Winston wird in eine neue Zelle gebracht, wo er in eine Erholungsphase eintritt. Die Zeit vergeht mit Ruhe, Schlaf und Träumerei. Er nimmt von Tag zu Tag zu, bekommt neue Kleider, warmes Wasser, drei Mahlzeiten am Tag und ein Zahngebiss. Winston hat viel Zeit zum Nachdenken. Er lässt die vergangenen Ereignisse Revue passieren und macht sich Gedanken über seine Zukunft. Während seiner tiefen Gedanken kommen O’ Brien und schwarzuniformierte Wachen in die Zelle und O’ Brien befiehlt den Männern Winston in das Zimmer 101 abzuführen. Sie bringen ihn in den Raum und fesseln ihn an einen Stuhl. O’ Brien kommt rein und nach ihm ein Wachmann mit einem Drahtkäfig in der Hand, den er auf den Tisch legt. Es ist ein rechteckiger Käfig mit einem Hohlraum an der Vorderseite, der die Form eines Menschengesichts hat. Im Käfig befinden sich zwei hungrige Ratten, die durch ein Gitter voneinander getrennt in je eine Abteilung sich ruhelos hin- und herbewegen. O’Brien weiß die Angst Winstons vor Ratten, wie sehr er sie hasst und verabscheut.
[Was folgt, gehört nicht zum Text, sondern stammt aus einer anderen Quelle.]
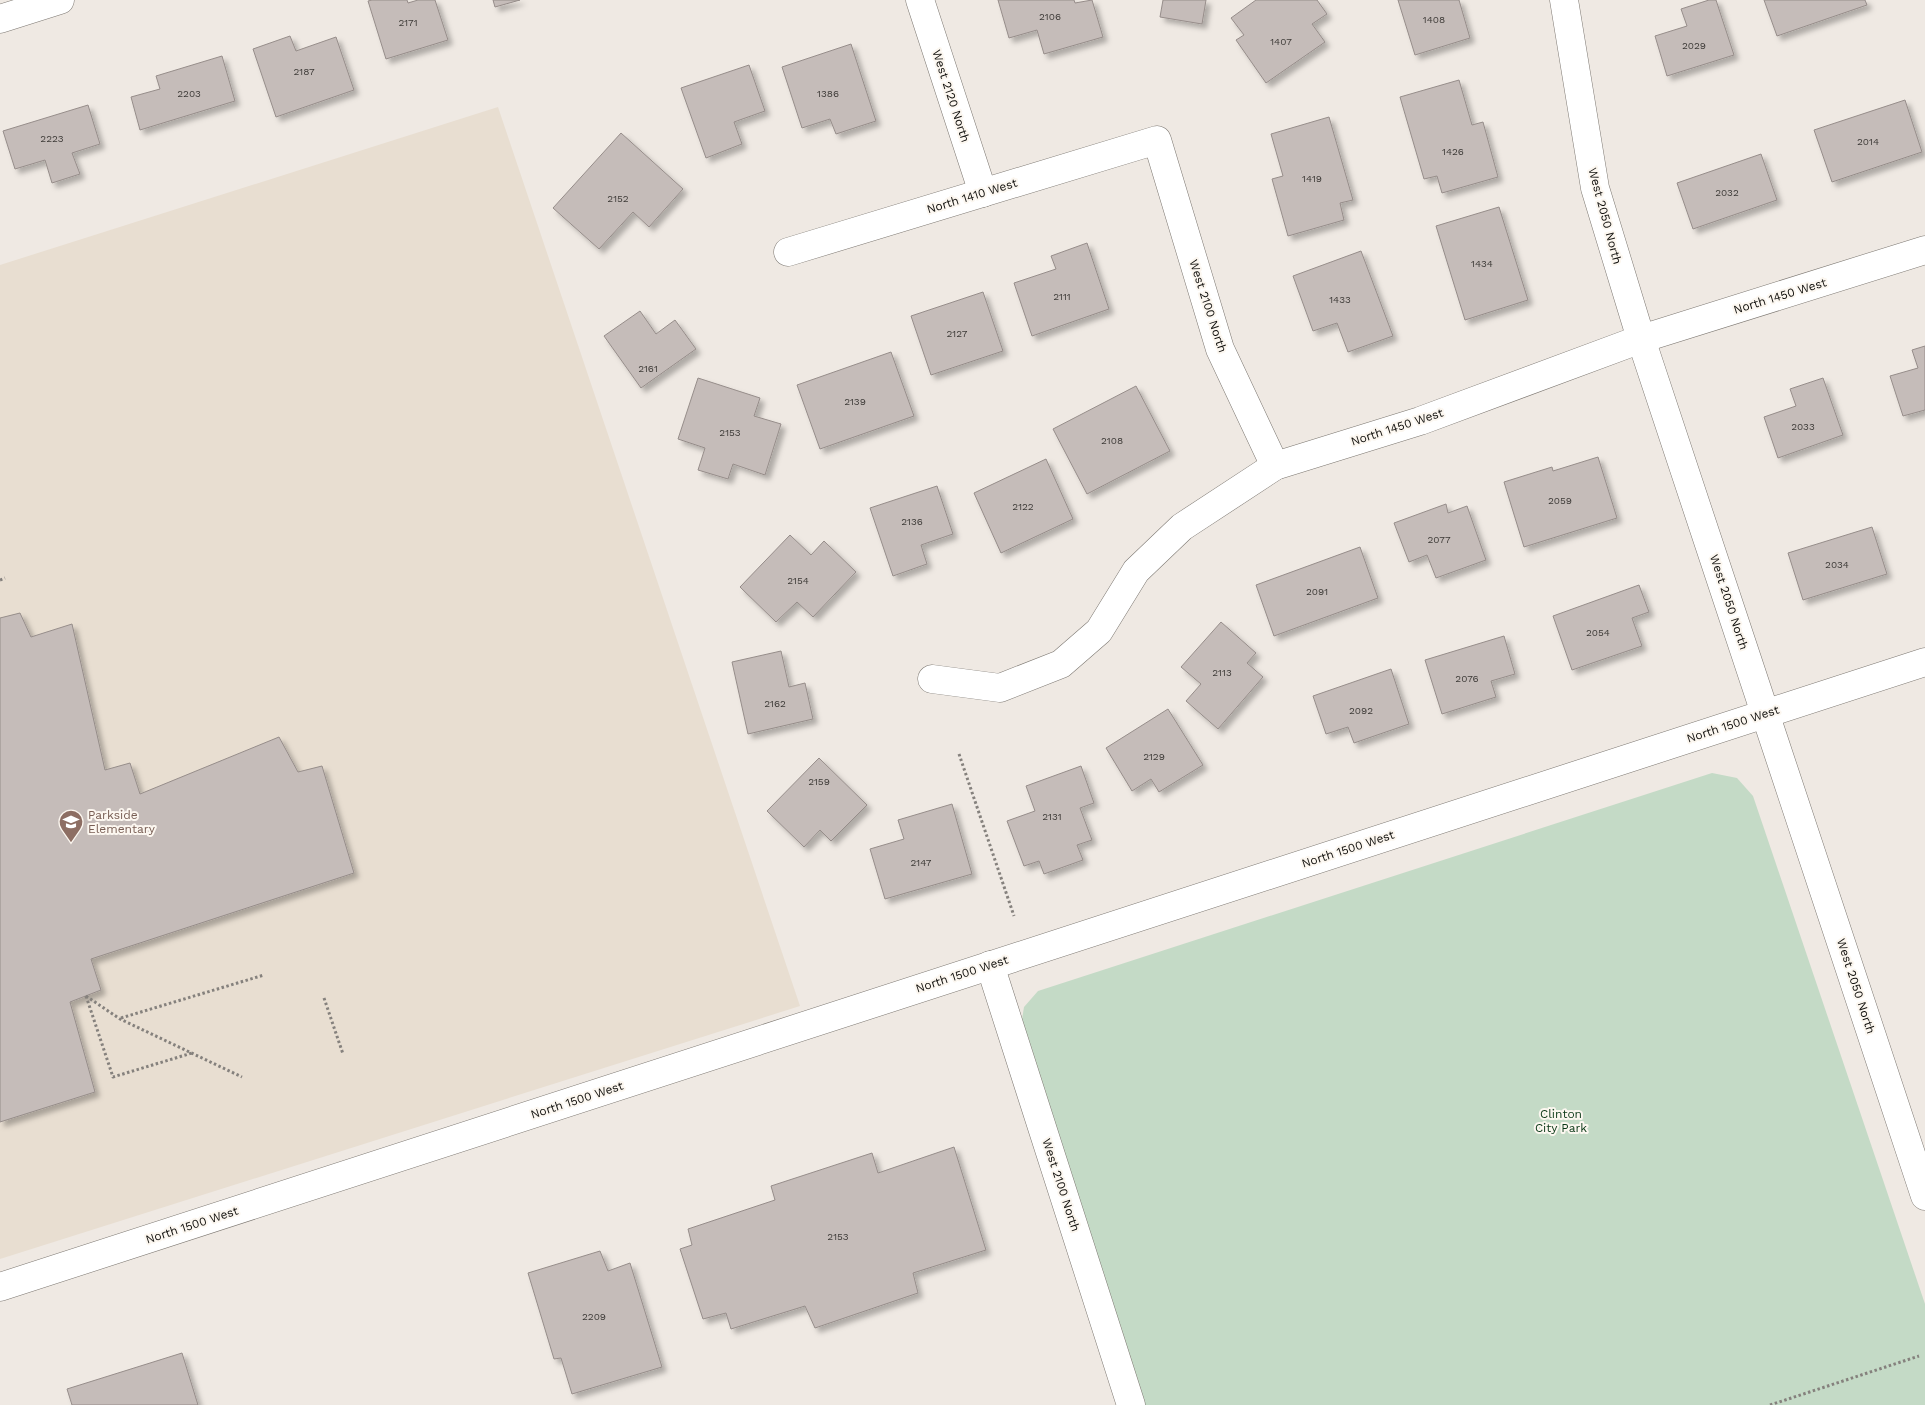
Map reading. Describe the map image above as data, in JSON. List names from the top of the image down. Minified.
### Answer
{"streets":{"street":["West 2120 North","North 1410 West","West 2050 North","North 1450 West","West 2100 North","North 1500 West"]},"crossings":[["West 2120 North","North 1410 West"],["North 1410 West","West 2100 North"],["West 2050 North","North 1450 West"],["West 2050 North","North 1500 West"],["North 1450 West","West 2100 North"],["West 2100 North","North 1500 West"]],"parks":["Clinton City Park"],"places":{"school or university":["Parkside Elementary"]},"house_numbers":["2106","1408","2171","1407","2029","2187","2203","1386","2223","2014","1426","1419","2032","2152","1434","2111","1433","2127","2161","2139","2033","2153","2108","2059","2122","2136","2077","2034","2154","2091","2054","2113","2076","2162","2092","2129","2159","2131","2147","2153","2209"]}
Er setzt Winstons Gesicht in den Hohlraum des Käfigs und Winston schreit auf und fleht O’Brien an sein Gesicht aus dem Käfig zu ziehen. In der Not fällt ihm Julia ein. Er bittet O’Brien Julia an seiner Stelle zu nehmen und ihm egal ist, was mit ihr geschiet. Er verrät sie, um seinem persönlichen Grauen zu entkommen. Daraufhin lassen sie ihn frei.
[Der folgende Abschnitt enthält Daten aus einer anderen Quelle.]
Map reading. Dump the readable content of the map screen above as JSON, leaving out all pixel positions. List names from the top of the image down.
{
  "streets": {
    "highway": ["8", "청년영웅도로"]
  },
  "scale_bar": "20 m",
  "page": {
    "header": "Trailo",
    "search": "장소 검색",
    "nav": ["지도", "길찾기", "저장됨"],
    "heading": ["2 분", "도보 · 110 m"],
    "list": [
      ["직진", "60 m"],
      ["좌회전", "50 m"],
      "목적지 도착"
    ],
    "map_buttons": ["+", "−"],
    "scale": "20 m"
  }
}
Eine Zeitlang nach der Entlassung begegnet er Julia im Stadtpark. Sie hatte sich verändert und zeigte Winston gegenüber wenig Interesse. Sie teilt ihm mit, dass sie ihn verraten hat. Er gesteht auch, dass er sie verraten hat. Nach einem kurzen Gespräch trennen sie sich.
Wie Julia Winston verraten hat, wird nicht angegeben. Es gibt lediglich die Aussage O’Briens, dass sie ihn augenblicklich und rückhaltlos verraten hatte.
Ich habe selten jemand so rasch zu uns übertreten sehen. Sie würden sie kaum wiedererkennen, wenn Sie sie sehen. Ihre ganze Widerspenstigkeit, ihre Tücke, ihre Narrheit, ihre niedrige Gesinnung - alles das wurde ihr ausgebrannt (ebd., S.382).
Was mit Julia nach der letzten Begegnung mit Winston geschieht, wird ebenfalls nicht angegeben. Der Erzählstrang des Romans konzentriert sich auf den Verlauf von Winston.
Winston macht es sich zur Gewohnheit sich im Café „Kastanienbaum“ zu betrinken. Niemand kümmert sich um seine Taten, auch nicht die Partei oder der Televisor. Nach seiner Freilassung wurde er in eine andere Abteilung des Wahrheitsministeriums zugeteilt, wo er ab und zu seine zugewiesene Arbeit verrichtet. Außer den kurzen Arbeitsaufträgen betrinkt er sich den ganzen Tag im Café und verfällt in tiefe Gedanken. Er wird wieder festgenommen und ins Liebesministerium gebracht. Auf einer öffentlichen Anklagebank gesteht er seine Schuld und belastet jede Person in seinem Umkreis. Nach dem Prozess wird er von einem Wachmann in einen Gang des Gebäudes hinuntergeführt und von hinten erschossen.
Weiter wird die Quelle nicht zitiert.